--- DATA PROVIDED ---
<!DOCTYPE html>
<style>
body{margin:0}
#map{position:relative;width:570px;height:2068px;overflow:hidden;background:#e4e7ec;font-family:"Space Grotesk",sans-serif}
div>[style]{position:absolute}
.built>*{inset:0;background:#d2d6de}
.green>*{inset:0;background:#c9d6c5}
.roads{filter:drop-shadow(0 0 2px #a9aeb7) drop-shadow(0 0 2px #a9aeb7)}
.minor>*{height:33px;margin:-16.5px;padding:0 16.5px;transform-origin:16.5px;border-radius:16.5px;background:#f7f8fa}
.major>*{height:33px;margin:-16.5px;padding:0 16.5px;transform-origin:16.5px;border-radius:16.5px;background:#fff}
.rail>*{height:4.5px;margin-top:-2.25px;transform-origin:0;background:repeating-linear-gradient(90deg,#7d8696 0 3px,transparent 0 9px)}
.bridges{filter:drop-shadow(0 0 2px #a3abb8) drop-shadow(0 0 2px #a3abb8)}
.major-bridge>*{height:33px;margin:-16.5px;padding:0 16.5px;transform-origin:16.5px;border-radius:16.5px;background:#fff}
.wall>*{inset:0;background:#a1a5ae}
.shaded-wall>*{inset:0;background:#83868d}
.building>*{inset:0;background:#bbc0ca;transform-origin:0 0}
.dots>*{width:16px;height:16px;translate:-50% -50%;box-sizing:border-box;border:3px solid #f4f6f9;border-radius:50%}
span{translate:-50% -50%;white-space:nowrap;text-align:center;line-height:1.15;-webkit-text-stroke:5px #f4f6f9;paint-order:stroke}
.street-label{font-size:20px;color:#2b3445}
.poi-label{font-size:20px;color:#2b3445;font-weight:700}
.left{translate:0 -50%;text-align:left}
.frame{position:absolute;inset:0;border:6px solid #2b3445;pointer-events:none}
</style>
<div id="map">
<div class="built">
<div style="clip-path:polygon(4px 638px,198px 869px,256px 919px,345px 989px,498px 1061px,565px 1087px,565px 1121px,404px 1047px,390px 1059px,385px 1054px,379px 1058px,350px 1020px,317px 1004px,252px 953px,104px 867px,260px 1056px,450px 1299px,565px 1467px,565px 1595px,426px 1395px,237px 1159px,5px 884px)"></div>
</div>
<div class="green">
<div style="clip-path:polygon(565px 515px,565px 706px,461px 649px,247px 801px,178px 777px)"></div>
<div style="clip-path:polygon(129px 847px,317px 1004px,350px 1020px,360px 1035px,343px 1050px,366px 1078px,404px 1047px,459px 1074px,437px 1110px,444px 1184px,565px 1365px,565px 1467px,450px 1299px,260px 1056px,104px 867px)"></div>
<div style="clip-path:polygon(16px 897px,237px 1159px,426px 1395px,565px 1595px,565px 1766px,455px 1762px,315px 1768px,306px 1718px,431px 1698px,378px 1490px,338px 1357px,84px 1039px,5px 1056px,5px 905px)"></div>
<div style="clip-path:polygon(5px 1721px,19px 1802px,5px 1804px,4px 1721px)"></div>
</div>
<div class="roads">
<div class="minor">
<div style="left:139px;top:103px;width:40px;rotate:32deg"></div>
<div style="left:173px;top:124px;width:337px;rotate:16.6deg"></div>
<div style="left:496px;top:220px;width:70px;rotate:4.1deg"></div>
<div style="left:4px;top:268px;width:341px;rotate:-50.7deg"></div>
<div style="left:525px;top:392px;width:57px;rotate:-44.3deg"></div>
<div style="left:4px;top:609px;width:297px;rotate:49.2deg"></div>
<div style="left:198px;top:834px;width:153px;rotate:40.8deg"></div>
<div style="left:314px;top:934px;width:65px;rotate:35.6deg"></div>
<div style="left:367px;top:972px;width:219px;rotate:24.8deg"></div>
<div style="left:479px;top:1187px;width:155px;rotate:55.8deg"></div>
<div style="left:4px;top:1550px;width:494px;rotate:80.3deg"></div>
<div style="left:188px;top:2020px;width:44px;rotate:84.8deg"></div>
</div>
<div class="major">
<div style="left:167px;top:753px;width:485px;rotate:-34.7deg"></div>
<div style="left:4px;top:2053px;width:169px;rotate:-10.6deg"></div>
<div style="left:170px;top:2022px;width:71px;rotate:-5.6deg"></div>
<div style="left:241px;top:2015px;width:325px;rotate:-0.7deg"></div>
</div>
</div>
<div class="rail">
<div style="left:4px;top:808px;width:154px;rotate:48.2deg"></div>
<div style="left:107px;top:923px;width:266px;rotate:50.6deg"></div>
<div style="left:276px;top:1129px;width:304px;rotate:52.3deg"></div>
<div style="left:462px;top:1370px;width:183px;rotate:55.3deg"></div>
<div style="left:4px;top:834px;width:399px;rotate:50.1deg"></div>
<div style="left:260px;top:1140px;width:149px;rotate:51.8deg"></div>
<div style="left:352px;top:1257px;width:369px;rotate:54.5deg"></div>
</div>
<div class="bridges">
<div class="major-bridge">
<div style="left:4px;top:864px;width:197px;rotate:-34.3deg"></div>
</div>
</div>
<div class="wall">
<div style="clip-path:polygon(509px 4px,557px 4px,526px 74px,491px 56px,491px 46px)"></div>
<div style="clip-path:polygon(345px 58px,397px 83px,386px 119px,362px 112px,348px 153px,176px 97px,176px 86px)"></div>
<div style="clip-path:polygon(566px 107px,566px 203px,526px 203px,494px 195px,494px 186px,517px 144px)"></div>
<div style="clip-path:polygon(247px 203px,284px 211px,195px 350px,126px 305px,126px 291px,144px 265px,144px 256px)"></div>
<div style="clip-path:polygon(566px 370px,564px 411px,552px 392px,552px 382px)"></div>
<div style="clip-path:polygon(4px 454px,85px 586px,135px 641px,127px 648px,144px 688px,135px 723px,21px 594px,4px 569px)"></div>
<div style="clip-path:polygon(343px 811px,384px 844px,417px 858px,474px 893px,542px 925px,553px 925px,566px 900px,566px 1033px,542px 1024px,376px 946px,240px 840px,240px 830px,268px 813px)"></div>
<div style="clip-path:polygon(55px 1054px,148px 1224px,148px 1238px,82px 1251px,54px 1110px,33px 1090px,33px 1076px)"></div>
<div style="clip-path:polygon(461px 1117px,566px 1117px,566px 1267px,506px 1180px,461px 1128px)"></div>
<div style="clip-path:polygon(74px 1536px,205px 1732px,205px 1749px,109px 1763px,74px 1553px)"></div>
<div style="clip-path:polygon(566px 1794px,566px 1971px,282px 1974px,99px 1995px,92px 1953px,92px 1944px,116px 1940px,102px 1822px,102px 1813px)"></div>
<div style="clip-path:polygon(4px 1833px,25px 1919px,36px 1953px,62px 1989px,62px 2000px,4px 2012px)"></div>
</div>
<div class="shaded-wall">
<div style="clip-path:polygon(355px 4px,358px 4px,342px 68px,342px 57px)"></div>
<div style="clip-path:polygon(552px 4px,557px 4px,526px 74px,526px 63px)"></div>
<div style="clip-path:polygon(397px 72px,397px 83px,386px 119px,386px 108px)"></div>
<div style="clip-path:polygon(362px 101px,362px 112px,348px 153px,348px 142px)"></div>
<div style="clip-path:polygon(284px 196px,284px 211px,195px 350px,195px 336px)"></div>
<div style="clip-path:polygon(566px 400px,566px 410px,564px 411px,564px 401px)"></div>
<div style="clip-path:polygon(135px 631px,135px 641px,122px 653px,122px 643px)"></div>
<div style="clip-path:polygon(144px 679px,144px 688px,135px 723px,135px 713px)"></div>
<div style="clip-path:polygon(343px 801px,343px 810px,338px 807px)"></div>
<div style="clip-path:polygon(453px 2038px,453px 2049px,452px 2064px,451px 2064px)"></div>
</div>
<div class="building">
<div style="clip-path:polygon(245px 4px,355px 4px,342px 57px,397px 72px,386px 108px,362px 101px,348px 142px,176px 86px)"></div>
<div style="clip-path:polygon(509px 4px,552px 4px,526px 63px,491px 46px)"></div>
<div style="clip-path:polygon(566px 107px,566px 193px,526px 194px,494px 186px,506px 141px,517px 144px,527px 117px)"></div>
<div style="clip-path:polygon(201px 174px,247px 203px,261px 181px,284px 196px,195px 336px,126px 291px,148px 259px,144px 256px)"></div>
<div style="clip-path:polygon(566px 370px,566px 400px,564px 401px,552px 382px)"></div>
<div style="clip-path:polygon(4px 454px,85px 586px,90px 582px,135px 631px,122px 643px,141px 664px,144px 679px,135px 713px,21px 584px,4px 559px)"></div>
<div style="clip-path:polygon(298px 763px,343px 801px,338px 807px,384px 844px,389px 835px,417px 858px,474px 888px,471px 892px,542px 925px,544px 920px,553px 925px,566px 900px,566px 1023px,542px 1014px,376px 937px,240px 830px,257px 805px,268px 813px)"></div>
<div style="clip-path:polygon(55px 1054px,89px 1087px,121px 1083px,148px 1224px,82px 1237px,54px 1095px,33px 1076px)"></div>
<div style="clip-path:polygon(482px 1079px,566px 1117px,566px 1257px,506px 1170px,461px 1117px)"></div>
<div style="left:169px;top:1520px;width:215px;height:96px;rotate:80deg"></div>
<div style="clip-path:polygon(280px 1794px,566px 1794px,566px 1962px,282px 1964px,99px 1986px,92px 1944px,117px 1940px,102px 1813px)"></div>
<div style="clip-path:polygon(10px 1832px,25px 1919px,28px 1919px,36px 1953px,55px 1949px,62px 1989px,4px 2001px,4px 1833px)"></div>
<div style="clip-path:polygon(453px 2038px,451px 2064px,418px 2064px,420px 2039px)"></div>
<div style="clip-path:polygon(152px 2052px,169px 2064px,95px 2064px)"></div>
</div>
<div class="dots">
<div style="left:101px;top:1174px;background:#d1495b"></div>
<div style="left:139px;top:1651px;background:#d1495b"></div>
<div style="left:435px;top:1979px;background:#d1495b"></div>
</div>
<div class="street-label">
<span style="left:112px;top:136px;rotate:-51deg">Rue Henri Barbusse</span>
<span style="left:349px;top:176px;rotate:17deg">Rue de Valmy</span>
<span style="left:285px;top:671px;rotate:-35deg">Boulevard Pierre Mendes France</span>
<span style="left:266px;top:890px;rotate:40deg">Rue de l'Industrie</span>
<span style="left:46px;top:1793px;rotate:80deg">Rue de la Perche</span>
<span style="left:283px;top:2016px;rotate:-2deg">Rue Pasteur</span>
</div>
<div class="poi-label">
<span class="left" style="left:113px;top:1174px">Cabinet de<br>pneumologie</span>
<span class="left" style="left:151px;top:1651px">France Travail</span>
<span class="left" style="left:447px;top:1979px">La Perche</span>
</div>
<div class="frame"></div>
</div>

--- WHAT TO DO ---
Search the data above for the word "transform". Copy each line it is in.

--- EXERCISE OUTPUT ---
.minor>*{height:33px;margin:-16.5px;padding:0 16.5px;transform-origin:16.5px;border-radius:16.5px;background:#f7f8fa}
.major>*{height:33px;margin:-16.5px;padding:0 16.5px;transform-origin:16.5px;border-radius:16.5px;background:#fff}
.rail>*{height:4.5px;margin-top:-2.25px;transform-origin:0;background:repeating-linear-gradient(90deg,#7d8696 0 3px,transparent 0 9px)}
.major-bridge>*{height:33px;margin:-16.5px;padding:0 16.5px;transform-origin:16.5px;border-radius:16.5px;background:#fff}
.building>*{inset:0;background:#bbc0ca;transform-origin:0 0}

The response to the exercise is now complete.